SIMID | Simulation Models of Infectious Disease

The impact of preventing disease morbidity on overall health outcomes | NEW PAPER

The impact of preventing disease morbidity on overall health outcomes | NEW PAPER

Our latest findings published in BMC Public Health discuss the importance of considering various outcomes, beyond just preventing severe disease and mortality, when formulating COVID-19 vaccination strategies. They highlight using quality-adjusted life years (QALYs) and inequality indicators as additional information for policymakers.

In our study, we employ a mathematical transmission model to analyze the dynamics of COVID-19, considering factors like immunity levels, vaccine effectiveness against variants of concern (VOCs), and age-specific vaccination characteristics.

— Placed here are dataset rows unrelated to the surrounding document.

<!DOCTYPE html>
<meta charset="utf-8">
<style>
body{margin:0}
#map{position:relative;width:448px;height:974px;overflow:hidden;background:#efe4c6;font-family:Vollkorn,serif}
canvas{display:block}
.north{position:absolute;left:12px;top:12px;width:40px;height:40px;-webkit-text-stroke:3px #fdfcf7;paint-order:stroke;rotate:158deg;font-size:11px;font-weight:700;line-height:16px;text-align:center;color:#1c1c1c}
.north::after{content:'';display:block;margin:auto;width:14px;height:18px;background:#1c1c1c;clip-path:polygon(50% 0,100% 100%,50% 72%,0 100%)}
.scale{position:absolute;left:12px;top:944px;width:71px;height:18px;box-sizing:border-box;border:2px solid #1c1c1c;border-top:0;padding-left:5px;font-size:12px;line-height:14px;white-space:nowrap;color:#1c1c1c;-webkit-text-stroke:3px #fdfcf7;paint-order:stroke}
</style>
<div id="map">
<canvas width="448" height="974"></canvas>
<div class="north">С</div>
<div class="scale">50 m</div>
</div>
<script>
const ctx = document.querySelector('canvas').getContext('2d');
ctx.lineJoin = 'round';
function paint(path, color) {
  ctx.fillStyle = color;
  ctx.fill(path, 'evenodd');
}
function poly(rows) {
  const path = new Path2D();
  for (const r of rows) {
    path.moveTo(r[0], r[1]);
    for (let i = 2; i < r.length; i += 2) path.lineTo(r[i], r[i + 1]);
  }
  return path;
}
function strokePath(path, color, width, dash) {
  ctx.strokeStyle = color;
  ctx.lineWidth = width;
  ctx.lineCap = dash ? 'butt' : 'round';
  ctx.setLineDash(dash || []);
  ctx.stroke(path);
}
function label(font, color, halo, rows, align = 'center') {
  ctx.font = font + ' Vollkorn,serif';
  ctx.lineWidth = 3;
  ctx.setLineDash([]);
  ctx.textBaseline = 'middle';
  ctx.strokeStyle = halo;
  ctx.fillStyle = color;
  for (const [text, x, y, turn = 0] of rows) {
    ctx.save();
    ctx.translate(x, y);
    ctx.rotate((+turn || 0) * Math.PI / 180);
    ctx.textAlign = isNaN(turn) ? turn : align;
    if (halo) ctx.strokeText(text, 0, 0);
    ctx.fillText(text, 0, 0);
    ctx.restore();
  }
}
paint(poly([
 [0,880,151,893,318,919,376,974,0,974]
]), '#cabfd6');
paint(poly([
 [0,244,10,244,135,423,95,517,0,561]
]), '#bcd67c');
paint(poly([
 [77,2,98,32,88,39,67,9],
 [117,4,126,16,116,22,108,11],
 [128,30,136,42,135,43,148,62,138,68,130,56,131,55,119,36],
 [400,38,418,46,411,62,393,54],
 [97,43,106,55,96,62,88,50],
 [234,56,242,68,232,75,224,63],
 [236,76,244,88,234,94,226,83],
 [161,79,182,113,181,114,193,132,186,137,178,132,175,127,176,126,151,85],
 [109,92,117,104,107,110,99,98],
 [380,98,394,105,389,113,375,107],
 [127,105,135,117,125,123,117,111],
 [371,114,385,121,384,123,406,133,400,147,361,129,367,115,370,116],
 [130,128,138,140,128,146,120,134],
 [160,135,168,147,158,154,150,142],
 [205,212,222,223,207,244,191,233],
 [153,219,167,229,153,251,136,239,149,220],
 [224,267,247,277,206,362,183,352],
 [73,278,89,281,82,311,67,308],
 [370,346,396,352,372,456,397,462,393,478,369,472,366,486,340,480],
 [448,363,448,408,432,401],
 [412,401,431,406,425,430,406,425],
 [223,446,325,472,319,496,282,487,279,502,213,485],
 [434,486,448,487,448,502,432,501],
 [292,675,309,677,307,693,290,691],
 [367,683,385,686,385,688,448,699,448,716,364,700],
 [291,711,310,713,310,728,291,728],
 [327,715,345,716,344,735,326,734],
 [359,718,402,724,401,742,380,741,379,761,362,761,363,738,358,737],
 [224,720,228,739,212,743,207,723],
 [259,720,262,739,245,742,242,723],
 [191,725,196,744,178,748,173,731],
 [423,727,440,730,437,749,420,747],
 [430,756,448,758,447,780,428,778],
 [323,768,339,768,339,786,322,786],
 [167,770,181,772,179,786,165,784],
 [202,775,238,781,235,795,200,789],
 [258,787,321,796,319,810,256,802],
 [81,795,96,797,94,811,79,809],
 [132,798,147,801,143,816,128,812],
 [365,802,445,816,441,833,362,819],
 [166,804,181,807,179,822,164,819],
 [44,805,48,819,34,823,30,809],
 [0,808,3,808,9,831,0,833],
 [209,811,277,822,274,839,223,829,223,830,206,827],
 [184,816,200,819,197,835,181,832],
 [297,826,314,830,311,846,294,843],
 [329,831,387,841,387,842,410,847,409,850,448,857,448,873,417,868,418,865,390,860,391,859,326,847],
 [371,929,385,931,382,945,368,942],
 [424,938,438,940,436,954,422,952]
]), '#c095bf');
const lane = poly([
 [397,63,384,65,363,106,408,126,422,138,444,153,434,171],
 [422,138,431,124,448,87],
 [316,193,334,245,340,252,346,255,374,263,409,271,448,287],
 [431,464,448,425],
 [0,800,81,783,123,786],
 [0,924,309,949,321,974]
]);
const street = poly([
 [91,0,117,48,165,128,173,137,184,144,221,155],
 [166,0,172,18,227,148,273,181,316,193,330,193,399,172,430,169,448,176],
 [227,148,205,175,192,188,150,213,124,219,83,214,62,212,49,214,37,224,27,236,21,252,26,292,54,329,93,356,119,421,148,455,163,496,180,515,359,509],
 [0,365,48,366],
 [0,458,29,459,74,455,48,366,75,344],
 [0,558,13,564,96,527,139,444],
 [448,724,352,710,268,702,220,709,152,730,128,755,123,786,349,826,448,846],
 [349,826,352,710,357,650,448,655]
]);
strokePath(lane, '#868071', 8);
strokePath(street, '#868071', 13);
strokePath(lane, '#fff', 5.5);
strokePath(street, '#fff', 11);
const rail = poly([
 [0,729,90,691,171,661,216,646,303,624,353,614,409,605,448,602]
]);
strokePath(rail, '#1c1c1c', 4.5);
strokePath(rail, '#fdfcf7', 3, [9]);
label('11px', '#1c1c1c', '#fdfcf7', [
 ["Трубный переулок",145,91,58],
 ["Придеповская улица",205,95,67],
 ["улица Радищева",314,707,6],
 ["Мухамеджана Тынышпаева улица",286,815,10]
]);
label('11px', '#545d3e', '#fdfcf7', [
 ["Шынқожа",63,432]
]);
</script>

Using data from Belgium, we explored the impact of different vaccination strategies, particularly focusing on vaccinating children aged 5-11 and administering booster doses to adults. The simulations indicate that increasing vaccine uptake in children could reduce disease incidence and ICU occupancy, while enhanced booster doses for adults could lead to significant QALY gains, particularly in preventing infections associated with the Omicron variant. Both scenarios suggest potential decreases in the need for non-pharmaceutical interventions, which could benefit economic activity and mental well-being.

The study underscores the importance of considering not only COVID-19 mortality but also disease-related morbidity when assessing the overall health burden. Glad to share these findings and congratulations and thank you to all the researchers involved!